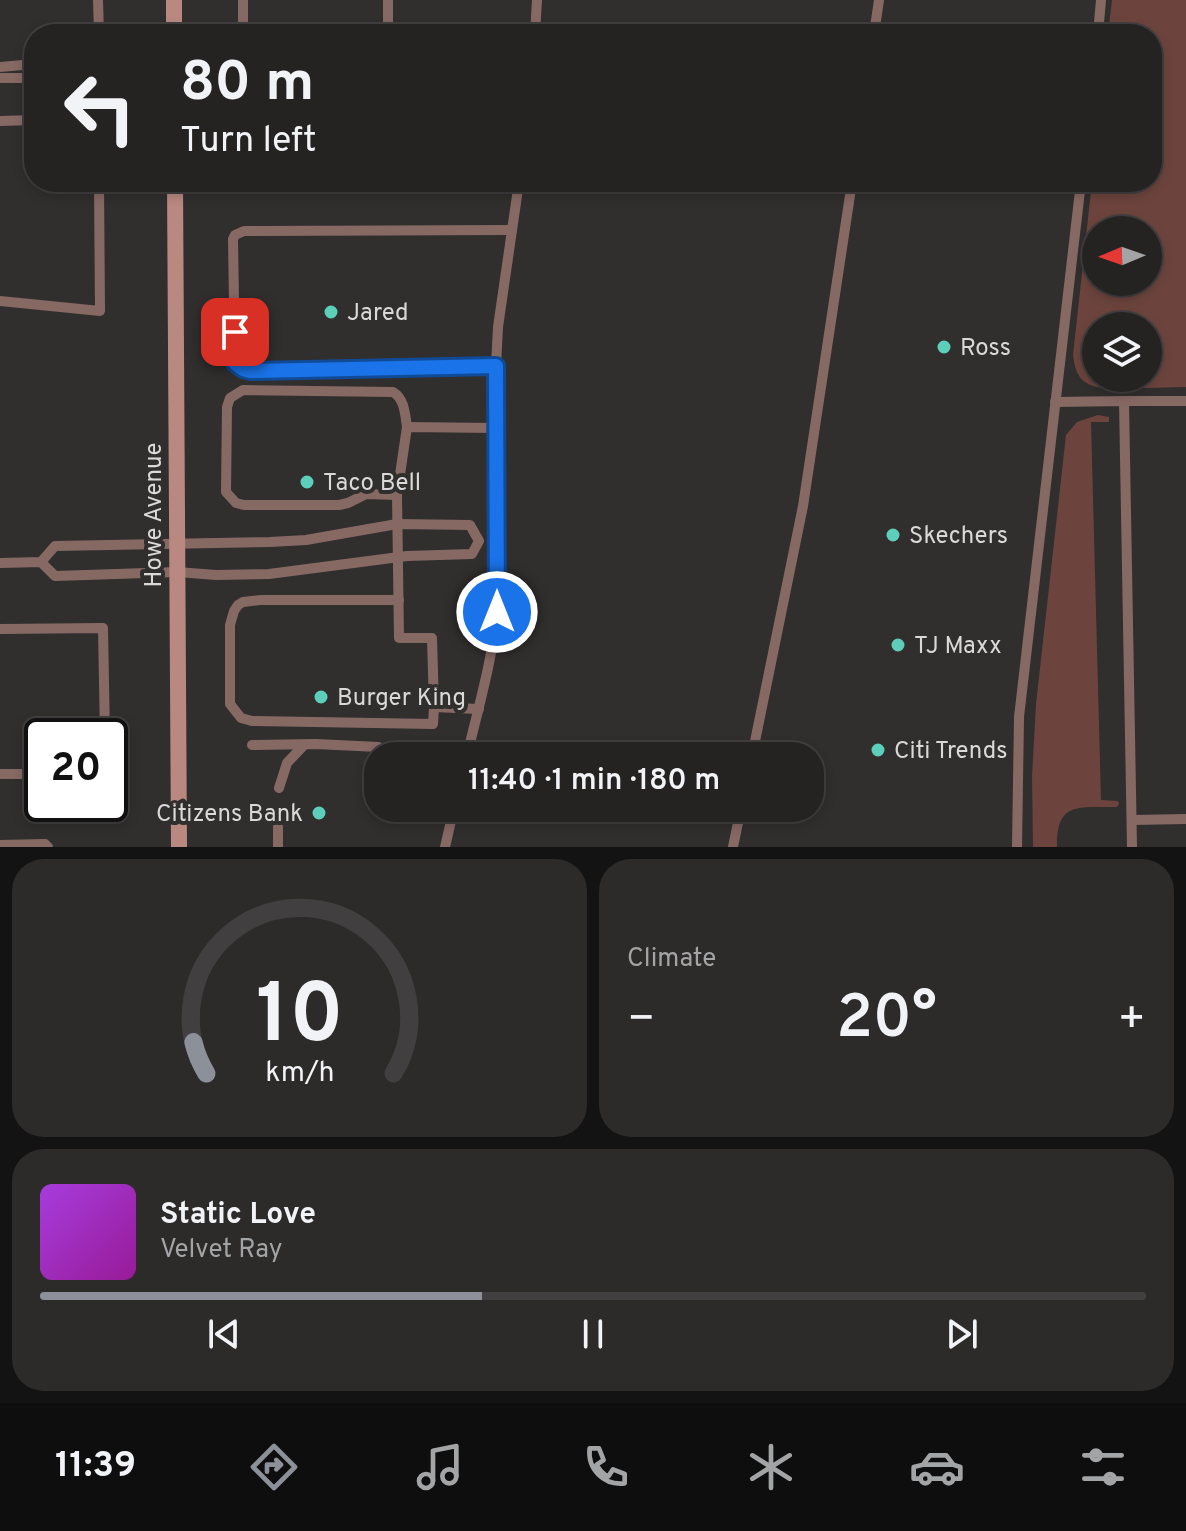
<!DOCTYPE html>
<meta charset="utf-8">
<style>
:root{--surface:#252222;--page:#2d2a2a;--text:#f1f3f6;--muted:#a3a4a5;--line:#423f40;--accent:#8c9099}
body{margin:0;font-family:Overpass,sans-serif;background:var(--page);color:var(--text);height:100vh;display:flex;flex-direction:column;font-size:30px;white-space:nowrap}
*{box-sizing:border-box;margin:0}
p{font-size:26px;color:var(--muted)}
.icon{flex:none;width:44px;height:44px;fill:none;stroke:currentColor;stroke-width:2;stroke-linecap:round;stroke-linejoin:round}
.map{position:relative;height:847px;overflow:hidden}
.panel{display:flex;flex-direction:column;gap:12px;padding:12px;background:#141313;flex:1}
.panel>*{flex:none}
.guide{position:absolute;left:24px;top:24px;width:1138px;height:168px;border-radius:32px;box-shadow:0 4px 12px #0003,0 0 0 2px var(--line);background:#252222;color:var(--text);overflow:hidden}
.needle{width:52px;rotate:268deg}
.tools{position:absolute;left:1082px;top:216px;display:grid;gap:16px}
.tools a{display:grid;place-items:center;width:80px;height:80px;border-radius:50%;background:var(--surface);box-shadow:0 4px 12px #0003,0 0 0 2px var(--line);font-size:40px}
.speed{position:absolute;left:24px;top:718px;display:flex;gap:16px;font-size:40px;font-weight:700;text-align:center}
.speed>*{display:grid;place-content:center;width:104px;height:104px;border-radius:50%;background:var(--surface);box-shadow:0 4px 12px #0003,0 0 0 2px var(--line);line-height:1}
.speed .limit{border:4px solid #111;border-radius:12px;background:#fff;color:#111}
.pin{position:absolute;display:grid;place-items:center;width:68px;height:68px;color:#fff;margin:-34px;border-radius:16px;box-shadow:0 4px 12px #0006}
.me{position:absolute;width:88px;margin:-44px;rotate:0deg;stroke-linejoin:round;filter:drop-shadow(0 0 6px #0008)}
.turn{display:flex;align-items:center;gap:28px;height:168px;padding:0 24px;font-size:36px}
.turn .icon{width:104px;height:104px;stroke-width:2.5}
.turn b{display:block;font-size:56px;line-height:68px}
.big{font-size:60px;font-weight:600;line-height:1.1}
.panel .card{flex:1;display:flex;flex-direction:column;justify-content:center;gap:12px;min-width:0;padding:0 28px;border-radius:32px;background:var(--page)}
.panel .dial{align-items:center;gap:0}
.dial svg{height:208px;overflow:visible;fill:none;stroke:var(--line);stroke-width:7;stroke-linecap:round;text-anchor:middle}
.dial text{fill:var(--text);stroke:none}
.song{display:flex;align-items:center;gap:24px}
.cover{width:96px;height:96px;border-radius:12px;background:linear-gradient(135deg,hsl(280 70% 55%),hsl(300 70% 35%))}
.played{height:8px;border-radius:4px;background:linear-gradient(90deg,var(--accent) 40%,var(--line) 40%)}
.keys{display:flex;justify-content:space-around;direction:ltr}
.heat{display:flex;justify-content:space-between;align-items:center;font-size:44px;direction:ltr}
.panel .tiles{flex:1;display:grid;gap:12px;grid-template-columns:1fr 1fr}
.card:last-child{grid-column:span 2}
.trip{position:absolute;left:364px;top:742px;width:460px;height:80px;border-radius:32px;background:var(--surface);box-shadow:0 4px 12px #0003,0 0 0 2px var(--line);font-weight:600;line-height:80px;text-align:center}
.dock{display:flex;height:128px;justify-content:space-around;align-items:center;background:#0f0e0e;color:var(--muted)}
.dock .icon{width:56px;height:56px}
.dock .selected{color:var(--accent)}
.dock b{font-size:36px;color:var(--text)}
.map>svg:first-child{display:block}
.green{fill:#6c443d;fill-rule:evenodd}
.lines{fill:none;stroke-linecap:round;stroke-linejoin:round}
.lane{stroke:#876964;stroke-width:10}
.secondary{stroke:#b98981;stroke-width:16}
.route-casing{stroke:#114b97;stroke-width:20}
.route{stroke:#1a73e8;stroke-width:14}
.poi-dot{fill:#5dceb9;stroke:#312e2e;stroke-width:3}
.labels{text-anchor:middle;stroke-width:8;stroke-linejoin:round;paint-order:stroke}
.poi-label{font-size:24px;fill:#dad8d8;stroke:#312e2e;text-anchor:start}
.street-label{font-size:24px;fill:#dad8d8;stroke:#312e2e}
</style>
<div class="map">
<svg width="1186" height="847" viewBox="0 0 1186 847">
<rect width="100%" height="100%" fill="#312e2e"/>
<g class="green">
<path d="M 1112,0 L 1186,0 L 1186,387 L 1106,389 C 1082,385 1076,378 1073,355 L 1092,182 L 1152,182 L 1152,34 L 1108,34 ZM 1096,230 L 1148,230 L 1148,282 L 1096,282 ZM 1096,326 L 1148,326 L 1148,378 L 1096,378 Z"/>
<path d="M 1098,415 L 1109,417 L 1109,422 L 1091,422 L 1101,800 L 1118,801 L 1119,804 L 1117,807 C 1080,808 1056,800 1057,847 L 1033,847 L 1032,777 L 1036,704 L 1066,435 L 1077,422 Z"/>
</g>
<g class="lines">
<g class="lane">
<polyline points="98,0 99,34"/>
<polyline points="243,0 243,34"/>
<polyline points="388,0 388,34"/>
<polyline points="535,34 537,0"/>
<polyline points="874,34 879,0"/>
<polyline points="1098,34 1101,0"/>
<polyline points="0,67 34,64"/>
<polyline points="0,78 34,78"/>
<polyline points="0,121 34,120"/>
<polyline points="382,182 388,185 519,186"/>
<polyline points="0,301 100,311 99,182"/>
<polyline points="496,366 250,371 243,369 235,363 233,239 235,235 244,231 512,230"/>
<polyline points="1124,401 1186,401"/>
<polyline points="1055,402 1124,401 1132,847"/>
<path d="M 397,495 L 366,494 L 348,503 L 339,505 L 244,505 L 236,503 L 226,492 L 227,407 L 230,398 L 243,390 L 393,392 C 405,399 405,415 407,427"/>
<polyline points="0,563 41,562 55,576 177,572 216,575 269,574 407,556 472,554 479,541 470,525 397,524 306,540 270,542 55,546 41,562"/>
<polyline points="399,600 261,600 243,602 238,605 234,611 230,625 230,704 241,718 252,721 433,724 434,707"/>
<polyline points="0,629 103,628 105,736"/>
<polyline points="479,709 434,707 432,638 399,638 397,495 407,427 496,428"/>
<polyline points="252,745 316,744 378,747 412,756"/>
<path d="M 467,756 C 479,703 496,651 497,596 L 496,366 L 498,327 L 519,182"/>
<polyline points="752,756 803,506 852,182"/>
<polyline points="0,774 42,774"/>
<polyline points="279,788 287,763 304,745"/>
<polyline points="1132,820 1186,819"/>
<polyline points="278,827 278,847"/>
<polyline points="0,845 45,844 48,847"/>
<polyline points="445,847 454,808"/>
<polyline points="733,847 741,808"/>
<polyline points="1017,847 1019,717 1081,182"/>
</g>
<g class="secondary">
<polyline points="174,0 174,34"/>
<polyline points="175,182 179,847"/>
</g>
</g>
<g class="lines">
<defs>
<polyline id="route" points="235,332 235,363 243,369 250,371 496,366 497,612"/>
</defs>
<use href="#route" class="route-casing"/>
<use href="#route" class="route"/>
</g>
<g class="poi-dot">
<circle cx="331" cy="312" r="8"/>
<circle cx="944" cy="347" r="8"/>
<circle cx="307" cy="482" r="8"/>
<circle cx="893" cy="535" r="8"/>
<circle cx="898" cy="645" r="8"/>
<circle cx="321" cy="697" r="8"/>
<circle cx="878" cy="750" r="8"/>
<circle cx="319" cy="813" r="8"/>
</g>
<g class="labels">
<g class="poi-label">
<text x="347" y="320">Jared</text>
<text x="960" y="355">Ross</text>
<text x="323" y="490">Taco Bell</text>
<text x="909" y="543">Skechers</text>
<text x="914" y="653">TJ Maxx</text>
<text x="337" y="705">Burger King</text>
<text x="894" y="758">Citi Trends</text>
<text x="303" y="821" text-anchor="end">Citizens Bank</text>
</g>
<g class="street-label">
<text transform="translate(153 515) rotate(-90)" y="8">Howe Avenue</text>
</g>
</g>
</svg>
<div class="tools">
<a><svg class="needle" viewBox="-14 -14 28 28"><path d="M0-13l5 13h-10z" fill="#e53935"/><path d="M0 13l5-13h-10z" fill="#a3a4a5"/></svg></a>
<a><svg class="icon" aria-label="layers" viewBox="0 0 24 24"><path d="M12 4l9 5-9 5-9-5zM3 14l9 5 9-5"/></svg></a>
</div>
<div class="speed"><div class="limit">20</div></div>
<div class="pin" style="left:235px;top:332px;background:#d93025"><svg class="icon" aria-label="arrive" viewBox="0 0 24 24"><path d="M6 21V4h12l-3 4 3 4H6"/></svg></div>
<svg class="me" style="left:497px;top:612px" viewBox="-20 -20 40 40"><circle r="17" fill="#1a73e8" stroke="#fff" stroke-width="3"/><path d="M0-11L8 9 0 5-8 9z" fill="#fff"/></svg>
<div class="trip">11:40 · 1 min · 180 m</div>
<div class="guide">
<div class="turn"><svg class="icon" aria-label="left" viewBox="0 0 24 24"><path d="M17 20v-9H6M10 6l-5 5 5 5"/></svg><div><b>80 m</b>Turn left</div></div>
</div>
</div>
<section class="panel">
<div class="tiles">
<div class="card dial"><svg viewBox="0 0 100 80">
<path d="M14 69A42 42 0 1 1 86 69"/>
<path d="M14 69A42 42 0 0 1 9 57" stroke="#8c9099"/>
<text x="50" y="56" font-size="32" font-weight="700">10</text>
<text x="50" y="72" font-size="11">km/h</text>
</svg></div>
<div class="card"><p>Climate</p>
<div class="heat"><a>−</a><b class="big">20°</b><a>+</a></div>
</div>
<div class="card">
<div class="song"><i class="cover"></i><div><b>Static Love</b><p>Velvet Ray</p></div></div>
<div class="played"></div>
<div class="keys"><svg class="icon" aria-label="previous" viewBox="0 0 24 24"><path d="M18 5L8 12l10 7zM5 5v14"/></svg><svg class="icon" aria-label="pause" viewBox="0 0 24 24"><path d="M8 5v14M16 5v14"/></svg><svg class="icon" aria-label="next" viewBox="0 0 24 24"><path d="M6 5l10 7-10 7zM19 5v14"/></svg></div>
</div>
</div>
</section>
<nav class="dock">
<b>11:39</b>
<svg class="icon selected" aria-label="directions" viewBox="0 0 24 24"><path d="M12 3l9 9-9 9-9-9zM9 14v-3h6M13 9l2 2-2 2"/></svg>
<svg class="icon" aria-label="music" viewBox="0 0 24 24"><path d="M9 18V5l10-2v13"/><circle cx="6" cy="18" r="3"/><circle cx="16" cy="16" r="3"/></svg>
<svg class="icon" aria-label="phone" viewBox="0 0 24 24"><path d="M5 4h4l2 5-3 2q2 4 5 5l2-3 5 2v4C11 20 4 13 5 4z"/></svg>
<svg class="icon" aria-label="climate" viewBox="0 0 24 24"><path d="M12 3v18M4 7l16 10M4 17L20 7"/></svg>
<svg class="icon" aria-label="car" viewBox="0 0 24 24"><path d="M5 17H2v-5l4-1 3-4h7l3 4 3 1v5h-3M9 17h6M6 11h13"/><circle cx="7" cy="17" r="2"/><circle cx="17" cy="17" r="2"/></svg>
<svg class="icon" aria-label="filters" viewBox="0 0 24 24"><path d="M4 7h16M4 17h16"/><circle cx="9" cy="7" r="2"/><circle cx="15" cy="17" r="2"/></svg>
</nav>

____________________

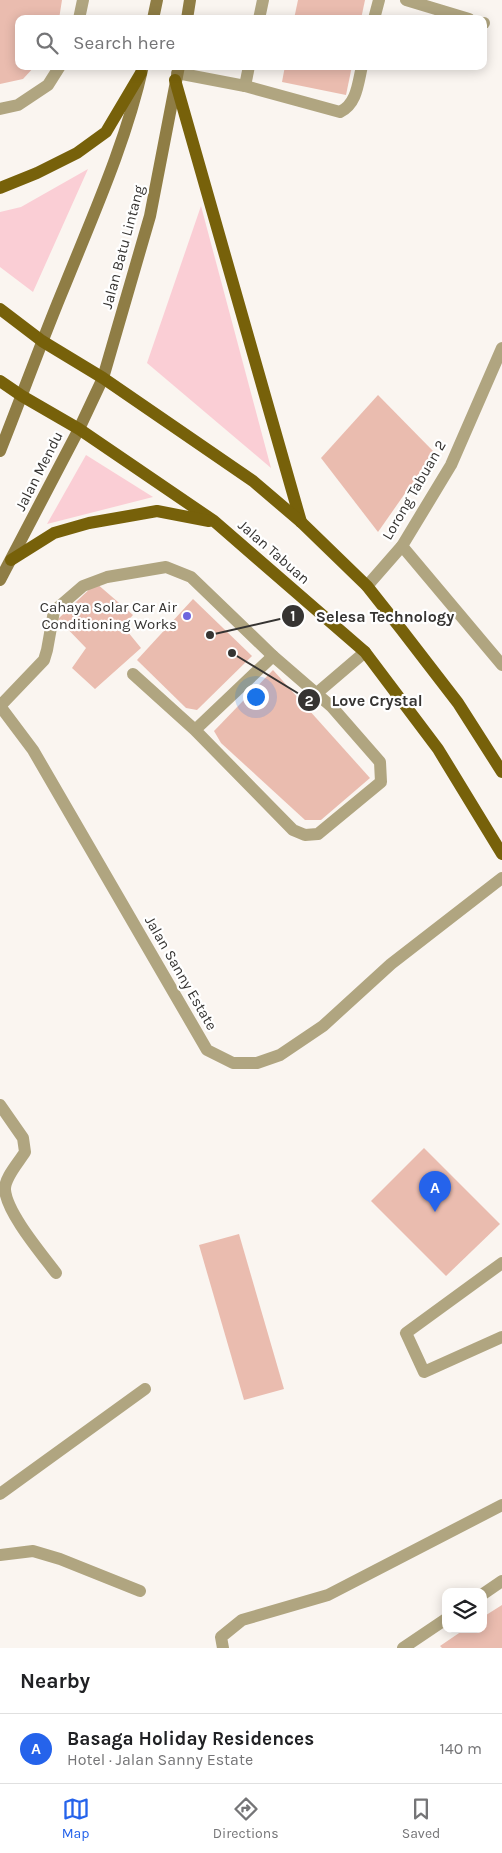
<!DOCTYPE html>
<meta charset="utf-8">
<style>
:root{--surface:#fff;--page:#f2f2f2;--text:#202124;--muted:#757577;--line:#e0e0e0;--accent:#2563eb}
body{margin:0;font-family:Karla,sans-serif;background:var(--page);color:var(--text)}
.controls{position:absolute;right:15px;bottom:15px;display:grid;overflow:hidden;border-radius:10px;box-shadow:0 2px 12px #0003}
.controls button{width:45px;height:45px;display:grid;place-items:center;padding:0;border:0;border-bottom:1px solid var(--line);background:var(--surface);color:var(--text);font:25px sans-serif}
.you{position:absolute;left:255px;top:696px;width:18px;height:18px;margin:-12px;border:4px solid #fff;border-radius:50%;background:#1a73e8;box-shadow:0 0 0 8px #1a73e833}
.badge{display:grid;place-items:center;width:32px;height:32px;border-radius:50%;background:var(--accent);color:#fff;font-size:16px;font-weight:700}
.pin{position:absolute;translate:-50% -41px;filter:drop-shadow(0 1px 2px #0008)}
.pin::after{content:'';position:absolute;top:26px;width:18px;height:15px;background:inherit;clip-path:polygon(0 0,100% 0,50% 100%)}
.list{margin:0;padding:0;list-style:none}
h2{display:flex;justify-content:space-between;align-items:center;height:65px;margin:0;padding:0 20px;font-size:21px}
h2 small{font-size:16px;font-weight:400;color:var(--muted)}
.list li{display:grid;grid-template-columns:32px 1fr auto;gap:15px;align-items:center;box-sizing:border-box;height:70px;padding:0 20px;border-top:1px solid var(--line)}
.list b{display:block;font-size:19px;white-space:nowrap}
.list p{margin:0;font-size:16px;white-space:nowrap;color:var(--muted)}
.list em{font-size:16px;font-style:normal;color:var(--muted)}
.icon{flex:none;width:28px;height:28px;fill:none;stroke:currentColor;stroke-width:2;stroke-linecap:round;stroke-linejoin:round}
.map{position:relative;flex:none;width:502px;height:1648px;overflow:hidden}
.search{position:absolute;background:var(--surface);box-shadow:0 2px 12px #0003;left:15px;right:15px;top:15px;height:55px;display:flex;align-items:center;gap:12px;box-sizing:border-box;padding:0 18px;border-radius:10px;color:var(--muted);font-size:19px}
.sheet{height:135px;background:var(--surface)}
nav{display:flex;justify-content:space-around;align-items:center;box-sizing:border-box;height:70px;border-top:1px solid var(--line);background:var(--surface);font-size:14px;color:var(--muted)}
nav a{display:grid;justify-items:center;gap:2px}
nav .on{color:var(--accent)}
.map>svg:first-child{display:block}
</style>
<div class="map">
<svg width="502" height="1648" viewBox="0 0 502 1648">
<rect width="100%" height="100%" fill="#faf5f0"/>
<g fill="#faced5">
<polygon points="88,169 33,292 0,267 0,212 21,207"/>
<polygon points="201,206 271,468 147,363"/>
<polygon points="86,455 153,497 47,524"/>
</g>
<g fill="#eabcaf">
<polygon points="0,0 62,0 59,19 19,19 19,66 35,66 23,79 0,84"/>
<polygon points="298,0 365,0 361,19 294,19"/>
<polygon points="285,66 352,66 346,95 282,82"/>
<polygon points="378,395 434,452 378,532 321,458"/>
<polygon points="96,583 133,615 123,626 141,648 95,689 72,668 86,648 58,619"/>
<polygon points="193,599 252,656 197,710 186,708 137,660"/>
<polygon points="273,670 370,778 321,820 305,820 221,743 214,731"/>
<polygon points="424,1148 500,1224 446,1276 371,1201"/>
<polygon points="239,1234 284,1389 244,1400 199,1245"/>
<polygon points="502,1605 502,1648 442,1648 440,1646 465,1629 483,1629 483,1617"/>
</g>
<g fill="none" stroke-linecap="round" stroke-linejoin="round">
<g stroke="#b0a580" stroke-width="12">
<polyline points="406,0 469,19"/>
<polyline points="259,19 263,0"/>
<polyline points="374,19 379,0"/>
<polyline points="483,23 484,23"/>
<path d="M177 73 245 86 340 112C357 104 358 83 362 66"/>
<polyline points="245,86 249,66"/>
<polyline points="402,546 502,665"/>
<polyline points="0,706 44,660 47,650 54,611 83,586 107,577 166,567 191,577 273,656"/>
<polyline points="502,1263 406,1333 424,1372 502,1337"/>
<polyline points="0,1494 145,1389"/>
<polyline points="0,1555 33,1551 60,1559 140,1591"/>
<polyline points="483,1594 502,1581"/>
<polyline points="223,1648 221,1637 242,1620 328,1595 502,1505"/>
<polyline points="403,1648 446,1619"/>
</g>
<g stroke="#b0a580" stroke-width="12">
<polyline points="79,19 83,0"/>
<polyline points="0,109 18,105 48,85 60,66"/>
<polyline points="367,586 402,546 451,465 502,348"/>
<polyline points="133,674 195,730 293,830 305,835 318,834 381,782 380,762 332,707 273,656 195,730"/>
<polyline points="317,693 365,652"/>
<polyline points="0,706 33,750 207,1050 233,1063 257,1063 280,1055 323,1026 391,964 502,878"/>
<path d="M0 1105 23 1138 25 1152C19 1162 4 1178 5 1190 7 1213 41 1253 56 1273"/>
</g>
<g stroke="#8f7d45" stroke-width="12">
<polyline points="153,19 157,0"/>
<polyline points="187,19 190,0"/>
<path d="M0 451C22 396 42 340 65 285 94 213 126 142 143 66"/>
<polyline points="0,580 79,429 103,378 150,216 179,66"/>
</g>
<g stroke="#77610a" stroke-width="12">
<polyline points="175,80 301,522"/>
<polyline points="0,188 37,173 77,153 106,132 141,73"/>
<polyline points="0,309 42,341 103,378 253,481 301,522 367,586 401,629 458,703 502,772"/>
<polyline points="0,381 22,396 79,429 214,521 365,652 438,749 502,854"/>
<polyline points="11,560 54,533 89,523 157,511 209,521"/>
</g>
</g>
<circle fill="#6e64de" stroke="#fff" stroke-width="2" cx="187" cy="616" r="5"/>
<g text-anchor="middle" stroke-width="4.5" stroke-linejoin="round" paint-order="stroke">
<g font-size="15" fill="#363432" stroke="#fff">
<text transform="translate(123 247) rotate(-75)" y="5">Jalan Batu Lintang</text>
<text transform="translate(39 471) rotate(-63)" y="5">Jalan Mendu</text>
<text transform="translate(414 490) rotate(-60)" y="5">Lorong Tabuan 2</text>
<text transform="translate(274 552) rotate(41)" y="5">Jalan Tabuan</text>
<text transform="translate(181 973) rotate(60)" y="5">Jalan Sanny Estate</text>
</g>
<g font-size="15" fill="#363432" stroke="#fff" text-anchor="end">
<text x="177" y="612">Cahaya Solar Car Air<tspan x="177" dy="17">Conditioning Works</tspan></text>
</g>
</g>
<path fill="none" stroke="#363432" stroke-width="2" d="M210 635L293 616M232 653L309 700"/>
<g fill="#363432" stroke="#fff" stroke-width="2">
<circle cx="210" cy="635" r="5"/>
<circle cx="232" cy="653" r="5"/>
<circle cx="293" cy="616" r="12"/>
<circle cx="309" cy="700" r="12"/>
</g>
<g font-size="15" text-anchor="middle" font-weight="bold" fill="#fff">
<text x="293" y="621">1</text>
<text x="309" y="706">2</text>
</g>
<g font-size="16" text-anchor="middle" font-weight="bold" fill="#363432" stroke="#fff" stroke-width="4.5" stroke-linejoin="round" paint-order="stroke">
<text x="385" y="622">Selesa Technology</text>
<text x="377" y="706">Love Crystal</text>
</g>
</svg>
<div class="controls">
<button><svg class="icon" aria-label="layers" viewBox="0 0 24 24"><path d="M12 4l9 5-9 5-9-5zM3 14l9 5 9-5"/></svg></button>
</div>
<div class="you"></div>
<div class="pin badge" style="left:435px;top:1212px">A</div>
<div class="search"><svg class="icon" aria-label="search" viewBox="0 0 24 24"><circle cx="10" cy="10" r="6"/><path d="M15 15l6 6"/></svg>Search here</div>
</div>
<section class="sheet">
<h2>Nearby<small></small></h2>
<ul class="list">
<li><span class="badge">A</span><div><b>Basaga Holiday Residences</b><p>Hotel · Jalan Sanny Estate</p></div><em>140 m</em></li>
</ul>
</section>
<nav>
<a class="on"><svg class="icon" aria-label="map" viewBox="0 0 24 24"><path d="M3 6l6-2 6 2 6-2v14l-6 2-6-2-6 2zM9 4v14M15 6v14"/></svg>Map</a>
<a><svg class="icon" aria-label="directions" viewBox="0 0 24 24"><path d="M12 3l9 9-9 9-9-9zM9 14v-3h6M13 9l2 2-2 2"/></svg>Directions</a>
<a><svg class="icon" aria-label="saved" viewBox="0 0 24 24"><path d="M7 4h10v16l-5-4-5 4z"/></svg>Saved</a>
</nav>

____________________

■ Exercise brief
Considering the records above, count the lines where the string "secondary" occurs and return that number alone.

■ Exercise answer
2